Diet, exercise and genes are not the only factors which determine if someone can become obese. The composition of the intestinal bacteria may also account for a person's obesity. This is the contention of Wageningen microbiologists and colleagues from the University of Amsterdam end January in the scientific journal Diabetologia.
Humans suffering from obesity also have such efficient gut bacteria, the authors surmise. They would therefore derive more energy from food and become fat easier. Various studies also point to this view, although the results are not always conclusive. Professor Willem de Vos, one of the authors of the publication, says: 'The study of gut bacteria in humans is rather complex. Every human being has a unique composition of microbiota, which makes research difficult. We want to use this review article as a first step into a territory which is abandoned by and large. Research into the relationship between microbiota and obesity in humans can only begin afterwards.'
It is therefore unclear as to how far efficient gut bacteria can increase the risk of obesity.
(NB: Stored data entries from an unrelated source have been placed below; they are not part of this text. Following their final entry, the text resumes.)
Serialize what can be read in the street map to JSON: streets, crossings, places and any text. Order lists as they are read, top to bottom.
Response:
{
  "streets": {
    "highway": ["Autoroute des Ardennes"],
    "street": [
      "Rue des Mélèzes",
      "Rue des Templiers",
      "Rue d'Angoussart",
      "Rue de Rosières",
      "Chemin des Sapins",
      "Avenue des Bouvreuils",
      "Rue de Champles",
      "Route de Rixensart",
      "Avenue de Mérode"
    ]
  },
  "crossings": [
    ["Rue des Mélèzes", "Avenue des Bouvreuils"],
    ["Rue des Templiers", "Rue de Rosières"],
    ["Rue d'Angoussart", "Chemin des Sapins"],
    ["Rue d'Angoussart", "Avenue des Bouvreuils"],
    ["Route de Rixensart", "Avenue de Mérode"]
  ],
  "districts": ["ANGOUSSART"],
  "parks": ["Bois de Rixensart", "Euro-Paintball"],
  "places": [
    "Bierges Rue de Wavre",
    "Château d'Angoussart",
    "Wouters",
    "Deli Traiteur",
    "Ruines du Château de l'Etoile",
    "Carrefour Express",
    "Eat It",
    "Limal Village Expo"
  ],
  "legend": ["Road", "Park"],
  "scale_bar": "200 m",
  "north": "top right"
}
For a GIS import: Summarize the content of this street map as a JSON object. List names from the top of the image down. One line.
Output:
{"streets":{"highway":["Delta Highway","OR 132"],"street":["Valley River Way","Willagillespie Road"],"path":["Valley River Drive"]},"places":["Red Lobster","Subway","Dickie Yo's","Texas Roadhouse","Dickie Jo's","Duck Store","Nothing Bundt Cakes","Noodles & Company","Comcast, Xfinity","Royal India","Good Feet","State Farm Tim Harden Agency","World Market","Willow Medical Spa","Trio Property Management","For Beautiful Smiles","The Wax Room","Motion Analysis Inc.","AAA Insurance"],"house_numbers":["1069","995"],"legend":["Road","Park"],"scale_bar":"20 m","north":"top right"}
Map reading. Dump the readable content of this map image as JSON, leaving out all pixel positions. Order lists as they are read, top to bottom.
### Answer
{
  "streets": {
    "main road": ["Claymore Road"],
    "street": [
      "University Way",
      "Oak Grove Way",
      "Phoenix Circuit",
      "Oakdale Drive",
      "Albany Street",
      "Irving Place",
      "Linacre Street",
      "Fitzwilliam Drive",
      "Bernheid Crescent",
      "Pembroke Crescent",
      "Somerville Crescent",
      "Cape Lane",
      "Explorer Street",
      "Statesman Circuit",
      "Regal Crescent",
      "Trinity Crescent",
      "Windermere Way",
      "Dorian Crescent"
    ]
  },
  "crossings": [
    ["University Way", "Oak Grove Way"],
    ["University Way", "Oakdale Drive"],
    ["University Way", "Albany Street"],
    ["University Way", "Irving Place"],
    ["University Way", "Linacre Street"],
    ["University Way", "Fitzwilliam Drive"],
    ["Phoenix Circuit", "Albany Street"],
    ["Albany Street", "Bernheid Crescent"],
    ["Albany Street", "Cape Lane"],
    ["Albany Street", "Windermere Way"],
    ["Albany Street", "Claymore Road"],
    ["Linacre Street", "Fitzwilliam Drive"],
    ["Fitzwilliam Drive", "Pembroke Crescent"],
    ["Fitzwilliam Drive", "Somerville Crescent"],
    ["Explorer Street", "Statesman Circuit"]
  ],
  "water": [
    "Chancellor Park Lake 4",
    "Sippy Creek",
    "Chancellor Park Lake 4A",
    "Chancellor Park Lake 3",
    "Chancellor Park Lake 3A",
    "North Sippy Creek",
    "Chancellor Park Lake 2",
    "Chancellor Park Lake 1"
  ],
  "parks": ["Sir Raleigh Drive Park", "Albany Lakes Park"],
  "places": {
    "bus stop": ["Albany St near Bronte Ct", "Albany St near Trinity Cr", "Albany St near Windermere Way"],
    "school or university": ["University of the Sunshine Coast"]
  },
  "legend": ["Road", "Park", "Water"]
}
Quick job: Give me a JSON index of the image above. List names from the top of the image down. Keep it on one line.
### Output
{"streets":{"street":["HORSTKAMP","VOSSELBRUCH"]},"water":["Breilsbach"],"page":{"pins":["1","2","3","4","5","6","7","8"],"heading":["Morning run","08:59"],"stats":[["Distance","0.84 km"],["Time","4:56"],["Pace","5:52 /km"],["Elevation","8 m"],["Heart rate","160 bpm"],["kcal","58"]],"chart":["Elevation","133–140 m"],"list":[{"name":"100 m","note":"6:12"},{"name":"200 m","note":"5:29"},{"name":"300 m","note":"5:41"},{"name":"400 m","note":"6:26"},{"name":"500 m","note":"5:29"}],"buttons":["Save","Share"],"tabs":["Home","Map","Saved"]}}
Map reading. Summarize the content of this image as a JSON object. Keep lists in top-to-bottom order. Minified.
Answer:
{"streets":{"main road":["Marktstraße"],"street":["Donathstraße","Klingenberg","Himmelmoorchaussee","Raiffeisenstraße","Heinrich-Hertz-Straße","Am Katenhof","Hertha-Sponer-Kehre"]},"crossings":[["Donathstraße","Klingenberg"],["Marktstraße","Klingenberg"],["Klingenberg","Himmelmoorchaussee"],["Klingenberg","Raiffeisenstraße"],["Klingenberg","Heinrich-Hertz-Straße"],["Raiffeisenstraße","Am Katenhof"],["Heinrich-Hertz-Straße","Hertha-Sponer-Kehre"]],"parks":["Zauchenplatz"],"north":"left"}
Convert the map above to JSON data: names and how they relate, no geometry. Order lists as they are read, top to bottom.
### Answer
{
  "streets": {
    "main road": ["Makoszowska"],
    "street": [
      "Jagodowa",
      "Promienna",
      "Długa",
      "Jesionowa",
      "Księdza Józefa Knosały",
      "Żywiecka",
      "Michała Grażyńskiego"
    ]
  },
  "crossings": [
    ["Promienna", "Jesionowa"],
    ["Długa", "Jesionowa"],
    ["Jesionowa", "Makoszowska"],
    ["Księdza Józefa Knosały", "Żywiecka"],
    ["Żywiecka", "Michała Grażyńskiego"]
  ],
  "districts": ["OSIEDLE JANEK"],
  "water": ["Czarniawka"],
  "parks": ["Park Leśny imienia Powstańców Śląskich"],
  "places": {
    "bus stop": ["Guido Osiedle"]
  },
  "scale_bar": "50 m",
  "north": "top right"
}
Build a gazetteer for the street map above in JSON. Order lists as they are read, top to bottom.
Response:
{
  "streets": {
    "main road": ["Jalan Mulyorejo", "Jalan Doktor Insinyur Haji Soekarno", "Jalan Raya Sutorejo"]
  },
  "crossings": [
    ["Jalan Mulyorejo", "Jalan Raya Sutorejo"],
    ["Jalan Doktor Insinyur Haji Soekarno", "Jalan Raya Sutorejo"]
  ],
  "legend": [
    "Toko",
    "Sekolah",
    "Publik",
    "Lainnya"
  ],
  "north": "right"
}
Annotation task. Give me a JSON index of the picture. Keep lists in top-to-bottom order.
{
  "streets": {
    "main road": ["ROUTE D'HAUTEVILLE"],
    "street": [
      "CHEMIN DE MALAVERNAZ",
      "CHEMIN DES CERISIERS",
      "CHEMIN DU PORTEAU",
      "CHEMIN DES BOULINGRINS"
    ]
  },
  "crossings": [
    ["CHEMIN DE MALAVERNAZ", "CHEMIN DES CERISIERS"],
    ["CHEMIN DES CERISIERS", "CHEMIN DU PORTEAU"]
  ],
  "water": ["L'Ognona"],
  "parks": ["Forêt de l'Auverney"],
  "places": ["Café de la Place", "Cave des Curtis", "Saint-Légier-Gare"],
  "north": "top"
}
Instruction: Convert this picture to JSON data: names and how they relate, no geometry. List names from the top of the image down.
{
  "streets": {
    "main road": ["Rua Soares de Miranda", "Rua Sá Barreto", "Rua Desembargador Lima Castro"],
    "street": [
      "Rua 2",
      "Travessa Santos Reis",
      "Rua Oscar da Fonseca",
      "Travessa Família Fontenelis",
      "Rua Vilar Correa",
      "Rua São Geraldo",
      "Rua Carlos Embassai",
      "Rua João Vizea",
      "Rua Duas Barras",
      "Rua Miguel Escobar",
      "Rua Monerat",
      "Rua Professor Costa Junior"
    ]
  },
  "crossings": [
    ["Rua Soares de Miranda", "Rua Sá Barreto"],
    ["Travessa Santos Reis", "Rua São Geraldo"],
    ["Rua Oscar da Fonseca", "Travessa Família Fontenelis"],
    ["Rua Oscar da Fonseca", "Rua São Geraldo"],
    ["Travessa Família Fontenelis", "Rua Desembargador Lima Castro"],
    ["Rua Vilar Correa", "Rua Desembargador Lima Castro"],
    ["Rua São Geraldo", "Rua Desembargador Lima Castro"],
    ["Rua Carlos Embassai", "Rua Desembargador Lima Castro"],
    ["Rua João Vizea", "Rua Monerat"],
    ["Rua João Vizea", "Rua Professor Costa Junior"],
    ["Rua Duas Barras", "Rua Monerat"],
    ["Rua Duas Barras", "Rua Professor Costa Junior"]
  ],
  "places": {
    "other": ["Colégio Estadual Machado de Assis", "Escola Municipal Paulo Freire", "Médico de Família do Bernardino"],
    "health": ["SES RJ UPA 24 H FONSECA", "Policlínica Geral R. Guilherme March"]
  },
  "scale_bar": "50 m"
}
Is their influence bigger or smaller than diet, exercise or a person's genetic profile? The Wageningen microbiologists will research into this in a big European study. In another project, they are examining, together with Amsterdam researchers, the extent to which the composition of the microbiota of obese patients can be influenced in favour of less efficient bacteria. They will introduce the gut bacteria of non-obese people into that of obese people. This experiment is in full swing.